BEGIN The input

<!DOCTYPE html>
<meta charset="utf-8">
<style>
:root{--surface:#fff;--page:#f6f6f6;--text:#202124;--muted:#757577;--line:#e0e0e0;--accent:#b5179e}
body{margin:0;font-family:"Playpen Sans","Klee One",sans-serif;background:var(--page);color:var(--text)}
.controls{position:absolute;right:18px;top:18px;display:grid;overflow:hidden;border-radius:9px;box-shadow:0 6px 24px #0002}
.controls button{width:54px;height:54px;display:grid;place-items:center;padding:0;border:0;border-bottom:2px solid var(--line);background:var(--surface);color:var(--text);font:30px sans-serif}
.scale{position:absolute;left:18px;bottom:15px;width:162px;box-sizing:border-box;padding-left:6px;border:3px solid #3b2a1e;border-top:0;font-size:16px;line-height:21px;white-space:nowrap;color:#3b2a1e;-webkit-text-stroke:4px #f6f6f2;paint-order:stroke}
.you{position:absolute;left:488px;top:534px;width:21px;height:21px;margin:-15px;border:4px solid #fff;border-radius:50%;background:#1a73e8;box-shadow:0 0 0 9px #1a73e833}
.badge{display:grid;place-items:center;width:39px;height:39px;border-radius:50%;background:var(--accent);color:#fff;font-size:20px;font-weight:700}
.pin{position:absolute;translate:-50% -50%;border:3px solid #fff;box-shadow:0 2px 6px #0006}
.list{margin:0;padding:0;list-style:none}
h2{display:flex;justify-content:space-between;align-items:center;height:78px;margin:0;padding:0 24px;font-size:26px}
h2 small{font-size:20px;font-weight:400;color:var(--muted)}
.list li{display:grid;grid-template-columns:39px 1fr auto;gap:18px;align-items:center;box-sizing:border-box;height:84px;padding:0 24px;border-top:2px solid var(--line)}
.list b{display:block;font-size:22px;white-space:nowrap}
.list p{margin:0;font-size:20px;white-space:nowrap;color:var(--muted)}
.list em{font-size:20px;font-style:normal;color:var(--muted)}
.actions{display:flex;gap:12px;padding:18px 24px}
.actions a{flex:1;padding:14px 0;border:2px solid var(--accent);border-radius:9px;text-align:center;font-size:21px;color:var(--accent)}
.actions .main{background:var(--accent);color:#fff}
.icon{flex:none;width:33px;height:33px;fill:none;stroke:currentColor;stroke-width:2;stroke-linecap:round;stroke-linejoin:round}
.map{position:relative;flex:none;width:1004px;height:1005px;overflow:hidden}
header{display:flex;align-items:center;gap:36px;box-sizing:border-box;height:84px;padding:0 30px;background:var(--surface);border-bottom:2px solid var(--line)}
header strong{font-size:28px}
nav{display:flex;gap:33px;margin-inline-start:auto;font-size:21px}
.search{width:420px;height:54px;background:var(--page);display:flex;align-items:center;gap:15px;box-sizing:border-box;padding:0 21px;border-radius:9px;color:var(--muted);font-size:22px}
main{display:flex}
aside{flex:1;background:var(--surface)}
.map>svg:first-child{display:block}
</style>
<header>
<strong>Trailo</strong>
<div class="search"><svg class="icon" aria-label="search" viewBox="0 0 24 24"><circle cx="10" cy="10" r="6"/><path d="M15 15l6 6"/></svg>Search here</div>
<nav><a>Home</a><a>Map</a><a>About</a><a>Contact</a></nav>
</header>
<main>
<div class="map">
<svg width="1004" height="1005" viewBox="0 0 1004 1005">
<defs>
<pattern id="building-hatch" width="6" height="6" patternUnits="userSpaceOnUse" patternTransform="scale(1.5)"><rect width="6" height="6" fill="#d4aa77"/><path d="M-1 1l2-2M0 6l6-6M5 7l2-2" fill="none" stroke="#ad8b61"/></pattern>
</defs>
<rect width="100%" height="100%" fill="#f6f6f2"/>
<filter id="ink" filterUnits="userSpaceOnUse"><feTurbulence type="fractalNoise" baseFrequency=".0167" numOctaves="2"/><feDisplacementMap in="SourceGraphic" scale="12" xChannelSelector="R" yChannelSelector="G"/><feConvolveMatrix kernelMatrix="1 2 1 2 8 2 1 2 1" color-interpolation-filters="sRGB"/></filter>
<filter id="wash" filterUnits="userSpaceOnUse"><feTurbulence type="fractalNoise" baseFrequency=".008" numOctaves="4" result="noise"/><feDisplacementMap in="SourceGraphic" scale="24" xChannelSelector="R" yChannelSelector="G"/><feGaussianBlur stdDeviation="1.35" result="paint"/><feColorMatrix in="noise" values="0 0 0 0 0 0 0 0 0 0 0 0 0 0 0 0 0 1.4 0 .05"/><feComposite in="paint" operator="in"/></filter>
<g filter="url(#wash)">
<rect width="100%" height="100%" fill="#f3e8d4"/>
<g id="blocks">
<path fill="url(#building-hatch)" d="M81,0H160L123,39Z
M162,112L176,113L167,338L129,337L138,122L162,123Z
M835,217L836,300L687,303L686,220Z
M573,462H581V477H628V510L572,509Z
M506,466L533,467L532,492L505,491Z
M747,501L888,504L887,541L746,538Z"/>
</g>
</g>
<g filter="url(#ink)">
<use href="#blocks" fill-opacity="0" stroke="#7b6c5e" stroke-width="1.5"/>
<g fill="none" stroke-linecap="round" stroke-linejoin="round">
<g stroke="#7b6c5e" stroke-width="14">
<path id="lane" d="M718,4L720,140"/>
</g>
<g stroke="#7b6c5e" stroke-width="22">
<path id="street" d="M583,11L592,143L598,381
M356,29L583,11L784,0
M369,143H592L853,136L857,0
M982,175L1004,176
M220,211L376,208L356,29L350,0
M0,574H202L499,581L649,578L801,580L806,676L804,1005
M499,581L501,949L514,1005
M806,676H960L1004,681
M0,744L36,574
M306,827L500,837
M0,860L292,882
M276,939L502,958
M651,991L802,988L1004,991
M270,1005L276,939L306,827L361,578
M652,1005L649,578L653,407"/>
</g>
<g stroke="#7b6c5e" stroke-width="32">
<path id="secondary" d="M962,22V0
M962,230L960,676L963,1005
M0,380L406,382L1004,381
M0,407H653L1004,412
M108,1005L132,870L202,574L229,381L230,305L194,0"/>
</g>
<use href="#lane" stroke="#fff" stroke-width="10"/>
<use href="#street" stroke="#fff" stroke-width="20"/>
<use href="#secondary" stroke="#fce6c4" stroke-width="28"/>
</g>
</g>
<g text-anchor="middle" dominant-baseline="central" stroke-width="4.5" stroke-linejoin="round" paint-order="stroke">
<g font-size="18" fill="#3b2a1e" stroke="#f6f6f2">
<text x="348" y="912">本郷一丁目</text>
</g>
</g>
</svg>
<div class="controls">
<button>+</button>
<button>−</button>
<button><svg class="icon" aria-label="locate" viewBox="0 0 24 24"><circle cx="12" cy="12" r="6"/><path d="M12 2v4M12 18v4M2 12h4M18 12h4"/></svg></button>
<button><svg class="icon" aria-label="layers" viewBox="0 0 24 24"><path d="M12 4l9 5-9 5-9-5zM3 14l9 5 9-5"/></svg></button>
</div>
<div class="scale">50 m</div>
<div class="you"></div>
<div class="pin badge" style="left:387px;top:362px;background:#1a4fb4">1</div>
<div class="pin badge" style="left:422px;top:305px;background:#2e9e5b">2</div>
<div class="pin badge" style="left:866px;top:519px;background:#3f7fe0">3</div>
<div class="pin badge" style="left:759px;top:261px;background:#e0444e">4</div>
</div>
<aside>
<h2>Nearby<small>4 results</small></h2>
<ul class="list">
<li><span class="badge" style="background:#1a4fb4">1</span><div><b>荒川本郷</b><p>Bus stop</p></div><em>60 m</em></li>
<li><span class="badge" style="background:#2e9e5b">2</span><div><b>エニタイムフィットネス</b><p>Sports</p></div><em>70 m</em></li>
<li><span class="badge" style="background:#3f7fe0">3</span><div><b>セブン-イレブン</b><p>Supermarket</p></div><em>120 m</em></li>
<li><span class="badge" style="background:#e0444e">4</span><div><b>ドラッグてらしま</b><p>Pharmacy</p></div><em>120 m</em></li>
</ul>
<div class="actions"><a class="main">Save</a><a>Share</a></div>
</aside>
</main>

END The input
BEGIN The input

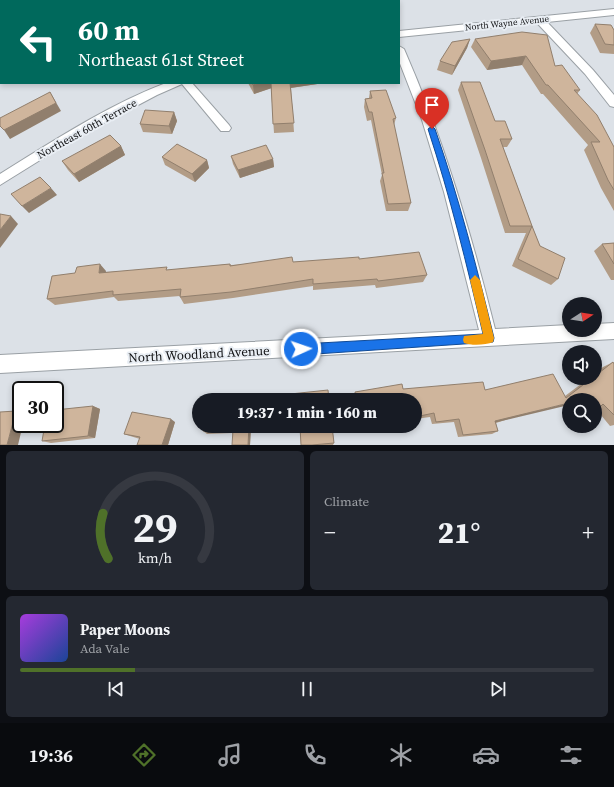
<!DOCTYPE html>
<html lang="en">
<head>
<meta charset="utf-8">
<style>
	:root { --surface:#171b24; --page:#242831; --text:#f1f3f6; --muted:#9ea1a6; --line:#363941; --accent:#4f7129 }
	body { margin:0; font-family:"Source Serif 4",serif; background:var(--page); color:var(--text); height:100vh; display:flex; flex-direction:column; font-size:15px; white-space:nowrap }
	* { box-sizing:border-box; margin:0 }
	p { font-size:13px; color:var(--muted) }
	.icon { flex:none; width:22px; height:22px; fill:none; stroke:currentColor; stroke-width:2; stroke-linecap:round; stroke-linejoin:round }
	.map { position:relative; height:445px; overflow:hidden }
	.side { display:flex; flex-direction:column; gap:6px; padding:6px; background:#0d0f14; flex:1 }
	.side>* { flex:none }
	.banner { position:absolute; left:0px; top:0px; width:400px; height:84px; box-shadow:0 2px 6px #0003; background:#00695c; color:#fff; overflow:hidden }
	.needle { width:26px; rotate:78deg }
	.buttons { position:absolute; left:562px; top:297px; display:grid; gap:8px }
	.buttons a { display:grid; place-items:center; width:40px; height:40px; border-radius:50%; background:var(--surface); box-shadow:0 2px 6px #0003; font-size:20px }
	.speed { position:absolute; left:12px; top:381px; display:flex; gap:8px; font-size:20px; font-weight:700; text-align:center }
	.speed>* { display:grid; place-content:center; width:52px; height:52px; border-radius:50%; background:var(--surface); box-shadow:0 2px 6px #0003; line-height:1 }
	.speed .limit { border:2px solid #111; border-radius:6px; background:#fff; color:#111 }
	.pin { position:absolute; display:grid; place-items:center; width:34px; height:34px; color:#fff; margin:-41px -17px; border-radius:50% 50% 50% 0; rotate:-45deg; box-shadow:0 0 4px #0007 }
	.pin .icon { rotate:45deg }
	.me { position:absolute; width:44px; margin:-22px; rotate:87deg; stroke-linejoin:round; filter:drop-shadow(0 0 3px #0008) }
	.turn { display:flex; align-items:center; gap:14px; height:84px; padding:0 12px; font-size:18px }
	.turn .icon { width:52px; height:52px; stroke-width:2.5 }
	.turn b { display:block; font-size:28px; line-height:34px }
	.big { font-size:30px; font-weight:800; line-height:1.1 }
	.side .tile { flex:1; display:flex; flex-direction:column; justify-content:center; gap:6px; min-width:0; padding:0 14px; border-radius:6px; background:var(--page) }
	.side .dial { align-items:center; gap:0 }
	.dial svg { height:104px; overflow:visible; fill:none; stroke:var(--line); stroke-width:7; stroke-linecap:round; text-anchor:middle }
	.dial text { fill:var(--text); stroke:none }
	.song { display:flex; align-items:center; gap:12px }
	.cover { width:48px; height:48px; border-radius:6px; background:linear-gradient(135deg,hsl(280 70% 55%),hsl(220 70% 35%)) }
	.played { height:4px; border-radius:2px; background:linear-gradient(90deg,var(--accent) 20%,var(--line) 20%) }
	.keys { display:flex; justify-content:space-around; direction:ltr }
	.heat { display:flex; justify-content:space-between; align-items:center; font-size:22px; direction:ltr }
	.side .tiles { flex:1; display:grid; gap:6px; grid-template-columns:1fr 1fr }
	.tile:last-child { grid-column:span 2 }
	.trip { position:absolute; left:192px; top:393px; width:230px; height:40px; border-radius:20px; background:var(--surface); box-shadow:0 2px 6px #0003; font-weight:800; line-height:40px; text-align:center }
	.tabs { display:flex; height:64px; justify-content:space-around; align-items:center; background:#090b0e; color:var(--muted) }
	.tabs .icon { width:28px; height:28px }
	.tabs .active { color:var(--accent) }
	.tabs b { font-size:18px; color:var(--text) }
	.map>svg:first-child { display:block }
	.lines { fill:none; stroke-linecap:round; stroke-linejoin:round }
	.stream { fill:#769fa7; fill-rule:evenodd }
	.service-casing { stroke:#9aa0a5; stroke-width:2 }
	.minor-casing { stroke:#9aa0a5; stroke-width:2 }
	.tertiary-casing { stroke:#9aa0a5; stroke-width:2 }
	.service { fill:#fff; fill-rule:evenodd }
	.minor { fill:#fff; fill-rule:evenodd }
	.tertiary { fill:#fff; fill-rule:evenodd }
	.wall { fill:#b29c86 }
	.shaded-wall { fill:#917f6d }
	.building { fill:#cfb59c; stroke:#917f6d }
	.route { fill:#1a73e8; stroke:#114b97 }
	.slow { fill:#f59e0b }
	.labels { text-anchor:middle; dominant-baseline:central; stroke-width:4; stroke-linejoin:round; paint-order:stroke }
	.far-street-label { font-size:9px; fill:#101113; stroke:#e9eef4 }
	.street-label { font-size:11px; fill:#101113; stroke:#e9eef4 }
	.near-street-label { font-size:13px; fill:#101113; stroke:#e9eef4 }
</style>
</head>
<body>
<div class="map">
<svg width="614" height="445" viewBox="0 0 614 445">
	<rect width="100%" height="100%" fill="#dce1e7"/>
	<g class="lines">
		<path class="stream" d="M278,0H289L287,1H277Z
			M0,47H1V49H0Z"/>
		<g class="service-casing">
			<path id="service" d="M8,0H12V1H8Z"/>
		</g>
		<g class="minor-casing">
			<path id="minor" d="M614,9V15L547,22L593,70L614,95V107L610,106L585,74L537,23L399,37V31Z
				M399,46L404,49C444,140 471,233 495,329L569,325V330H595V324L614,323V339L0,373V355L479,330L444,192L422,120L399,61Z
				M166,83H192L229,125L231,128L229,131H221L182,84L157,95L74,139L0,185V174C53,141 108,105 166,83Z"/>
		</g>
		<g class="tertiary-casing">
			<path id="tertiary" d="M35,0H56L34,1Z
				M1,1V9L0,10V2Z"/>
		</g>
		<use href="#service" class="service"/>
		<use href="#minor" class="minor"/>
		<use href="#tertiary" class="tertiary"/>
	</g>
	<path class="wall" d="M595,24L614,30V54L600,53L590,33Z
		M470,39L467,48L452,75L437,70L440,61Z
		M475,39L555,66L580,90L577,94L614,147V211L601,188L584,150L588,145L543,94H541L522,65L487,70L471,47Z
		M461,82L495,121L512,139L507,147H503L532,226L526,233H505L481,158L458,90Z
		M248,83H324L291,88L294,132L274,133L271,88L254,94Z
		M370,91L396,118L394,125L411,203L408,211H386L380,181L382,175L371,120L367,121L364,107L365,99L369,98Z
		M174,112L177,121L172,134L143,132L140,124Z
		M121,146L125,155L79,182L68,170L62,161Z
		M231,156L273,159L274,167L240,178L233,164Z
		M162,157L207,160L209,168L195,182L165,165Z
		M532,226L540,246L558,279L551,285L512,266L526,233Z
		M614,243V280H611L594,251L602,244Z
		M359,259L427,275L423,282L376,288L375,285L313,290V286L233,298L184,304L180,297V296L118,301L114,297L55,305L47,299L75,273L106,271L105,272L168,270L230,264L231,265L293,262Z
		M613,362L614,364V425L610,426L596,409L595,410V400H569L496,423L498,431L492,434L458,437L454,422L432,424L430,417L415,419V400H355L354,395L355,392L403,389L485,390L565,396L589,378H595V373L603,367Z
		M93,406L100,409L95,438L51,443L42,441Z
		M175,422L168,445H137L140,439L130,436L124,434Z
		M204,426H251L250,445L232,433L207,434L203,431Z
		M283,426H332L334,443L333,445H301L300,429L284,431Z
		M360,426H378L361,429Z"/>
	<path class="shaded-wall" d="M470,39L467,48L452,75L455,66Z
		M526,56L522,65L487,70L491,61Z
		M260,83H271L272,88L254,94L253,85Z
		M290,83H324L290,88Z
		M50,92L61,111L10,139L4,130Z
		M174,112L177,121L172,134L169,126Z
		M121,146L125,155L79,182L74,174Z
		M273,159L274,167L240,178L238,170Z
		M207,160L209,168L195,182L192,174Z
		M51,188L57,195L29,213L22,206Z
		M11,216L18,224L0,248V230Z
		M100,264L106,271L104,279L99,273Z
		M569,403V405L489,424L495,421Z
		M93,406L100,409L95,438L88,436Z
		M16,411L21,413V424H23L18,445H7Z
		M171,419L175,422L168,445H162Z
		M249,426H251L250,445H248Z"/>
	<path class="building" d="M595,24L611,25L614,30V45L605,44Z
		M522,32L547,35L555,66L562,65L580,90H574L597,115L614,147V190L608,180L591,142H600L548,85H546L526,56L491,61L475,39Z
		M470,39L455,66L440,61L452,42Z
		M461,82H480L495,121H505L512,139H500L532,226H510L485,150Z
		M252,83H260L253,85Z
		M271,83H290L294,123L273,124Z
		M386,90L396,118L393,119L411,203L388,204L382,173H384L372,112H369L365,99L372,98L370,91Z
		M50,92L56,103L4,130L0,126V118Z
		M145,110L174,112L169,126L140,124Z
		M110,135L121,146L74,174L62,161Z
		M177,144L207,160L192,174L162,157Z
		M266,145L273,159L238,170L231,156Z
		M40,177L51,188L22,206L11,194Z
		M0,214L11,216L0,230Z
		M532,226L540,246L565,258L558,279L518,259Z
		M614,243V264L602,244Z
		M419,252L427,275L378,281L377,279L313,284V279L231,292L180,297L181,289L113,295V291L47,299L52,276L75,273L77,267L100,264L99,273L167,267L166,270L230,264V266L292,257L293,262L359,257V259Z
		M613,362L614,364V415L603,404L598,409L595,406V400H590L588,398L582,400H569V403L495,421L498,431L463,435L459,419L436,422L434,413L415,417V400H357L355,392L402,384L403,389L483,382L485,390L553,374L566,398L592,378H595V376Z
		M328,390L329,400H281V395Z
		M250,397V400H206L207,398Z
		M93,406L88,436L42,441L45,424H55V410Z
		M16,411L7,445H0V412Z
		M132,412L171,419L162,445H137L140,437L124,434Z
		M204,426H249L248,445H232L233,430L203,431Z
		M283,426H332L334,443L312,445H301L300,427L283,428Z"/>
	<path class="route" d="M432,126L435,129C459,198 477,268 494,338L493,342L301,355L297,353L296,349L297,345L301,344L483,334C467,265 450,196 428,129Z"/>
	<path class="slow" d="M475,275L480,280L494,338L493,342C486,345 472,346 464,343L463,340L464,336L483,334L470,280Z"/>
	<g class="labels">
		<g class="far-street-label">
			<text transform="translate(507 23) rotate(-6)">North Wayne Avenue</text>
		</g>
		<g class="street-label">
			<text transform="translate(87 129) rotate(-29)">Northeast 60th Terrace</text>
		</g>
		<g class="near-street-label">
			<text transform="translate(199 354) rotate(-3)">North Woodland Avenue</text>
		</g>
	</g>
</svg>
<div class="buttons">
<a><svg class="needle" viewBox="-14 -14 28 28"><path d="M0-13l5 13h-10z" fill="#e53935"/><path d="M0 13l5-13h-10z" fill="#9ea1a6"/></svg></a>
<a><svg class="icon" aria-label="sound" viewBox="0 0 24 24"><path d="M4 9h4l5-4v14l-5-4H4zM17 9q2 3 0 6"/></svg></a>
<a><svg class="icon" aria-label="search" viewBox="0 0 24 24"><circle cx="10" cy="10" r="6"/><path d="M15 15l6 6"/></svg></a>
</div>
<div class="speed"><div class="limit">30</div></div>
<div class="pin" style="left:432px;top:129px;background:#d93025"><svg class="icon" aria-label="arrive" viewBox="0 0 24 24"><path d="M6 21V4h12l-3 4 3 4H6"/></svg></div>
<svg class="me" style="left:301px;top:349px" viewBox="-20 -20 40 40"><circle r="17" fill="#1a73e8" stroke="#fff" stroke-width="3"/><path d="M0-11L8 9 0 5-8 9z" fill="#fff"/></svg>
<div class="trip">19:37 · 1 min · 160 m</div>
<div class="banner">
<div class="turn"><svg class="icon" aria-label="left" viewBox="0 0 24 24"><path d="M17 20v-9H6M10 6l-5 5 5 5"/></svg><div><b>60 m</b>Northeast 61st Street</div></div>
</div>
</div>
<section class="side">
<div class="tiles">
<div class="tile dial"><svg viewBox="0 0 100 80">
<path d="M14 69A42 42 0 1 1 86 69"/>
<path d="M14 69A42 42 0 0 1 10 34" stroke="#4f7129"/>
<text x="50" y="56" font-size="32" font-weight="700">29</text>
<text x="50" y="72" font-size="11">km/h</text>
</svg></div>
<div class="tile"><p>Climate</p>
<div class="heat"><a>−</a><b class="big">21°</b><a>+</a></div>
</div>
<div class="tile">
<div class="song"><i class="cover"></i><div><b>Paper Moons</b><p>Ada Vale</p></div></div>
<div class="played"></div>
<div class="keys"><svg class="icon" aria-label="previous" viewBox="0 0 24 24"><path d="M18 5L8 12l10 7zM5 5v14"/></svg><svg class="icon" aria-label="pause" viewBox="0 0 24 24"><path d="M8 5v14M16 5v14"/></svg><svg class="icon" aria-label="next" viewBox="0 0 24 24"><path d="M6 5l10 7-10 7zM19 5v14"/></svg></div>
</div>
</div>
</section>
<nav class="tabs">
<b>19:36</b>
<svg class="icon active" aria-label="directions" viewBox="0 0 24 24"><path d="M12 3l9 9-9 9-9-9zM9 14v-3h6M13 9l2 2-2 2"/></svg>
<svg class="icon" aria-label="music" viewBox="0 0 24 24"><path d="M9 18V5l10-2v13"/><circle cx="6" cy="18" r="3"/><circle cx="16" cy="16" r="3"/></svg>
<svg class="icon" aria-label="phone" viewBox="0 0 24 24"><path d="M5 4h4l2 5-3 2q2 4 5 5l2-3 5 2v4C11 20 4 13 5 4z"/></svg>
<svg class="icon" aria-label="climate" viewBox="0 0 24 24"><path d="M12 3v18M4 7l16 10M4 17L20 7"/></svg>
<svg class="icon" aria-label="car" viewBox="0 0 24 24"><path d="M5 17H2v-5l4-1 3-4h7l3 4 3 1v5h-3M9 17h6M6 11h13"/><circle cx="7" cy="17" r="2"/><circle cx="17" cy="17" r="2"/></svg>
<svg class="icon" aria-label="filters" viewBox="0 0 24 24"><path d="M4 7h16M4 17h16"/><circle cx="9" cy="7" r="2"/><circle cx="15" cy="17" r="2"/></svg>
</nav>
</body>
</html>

END The input

Copy all lines of the records in which the string "heat" can be found.

	.heat { display:flex; justify-content:space-between; align-items:center; font-size:22px; direction:ltr }
<div class="heat"><a>−</a><b class="big">21°</b><a>+</a></div>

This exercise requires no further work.